油井緋色;2315076 said:
If you're on the street, being faster than you were yesterday does not mean knee dragging with zero room for error and no run off because if something goes wrong, you get seriously injured or die. It means increasing your comfort and tolerance level by working at the lowest range possible that still stimulates improvement. For experienced riders, this could be 40% of their full retard mode. For slower/newer riders, this could be 70%. All riders, if following this, will hit a point where it is no longer safe to increase speed on street corners...then you hit the track; but this is a new riders topic.

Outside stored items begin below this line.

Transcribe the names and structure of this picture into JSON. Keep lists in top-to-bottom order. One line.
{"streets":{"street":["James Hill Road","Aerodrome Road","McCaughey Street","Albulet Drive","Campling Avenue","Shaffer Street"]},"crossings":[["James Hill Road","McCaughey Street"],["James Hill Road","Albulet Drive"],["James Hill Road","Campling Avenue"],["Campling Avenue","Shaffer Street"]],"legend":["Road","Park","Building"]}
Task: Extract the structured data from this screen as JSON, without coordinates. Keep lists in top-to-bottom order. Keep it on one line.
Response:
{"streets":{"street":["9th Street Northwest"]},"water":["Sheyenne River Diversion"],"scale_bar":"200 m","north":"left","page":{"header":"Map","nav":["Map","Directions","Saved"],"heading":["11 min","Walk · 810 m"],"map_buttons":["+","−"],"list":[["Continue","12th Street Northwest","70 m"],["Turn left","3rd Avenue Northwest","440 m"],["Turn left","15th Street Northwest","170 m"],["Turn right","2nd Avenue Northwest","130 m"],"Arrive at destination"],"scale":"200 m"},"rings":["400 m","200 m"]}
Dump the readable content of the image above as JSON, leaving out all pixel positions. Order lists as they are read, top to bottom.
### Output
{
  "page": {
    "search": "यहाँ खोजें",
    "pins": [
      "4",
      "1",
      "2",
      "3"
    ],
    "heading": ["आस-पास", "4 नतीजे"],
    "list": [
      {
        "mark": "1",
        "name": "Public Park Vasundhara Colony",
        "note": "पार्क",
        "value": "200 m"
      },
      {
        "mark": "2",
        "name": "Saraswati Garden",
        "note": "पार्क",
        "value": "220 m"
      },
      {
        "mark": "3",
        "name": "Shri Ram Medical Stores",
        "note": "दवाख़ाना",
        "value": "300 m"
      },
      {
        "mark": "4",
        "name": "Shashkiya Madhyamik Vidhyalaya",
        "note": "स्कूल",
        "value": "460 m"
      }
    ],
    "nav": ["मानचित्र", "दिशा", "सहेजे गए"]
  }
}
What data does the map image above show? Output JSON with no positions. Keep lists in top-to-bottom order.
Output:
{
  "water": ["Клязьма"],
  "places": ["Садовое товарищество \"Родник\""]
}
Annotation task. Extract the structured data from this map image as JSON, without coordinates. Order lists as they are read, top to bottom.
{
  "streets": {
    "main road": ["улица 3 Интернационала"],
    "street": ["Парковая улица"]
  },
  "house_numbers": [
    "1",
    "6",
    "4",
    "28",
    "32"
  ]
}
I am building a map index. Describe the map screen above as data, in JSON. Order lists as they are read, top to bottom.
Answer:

You know what's a great way to increase your risk of crashing or dying? By staying ignorant to what you or your motorcycle are capable of.
Finding limits on the street is the fastest way to risk crashing and dying, and that is the inevitable outcome of someone following your "being faster than you were yesterday" "advice".
Almost half of fatal crashes on Ontario highways involve only the rider. Of the rest, half again are rider-at-fault. How many of them were out trying to "be faster than they were yesterday"?
The street should never be a place to find your limits. Do that on the track, period. So yes, your advice is stupid.
To any new rider, there is a lot of good advice here, particularly regarding being aware of your surroundings, road surface, and other traffic. It's also more important to be smooth and predictable rather than fast. Smooth to help keep your bike stable and firmly planted on the road, and predictable to help other road users to be able to anticipate your movement on the road among them
Smooth is key. Smooth will help the fast part, but the main goal is to be smooth, not fast. Improvement is good, but pushing limits to promote improvement should not be done on the street. Do that at the track or at an accredited riding school.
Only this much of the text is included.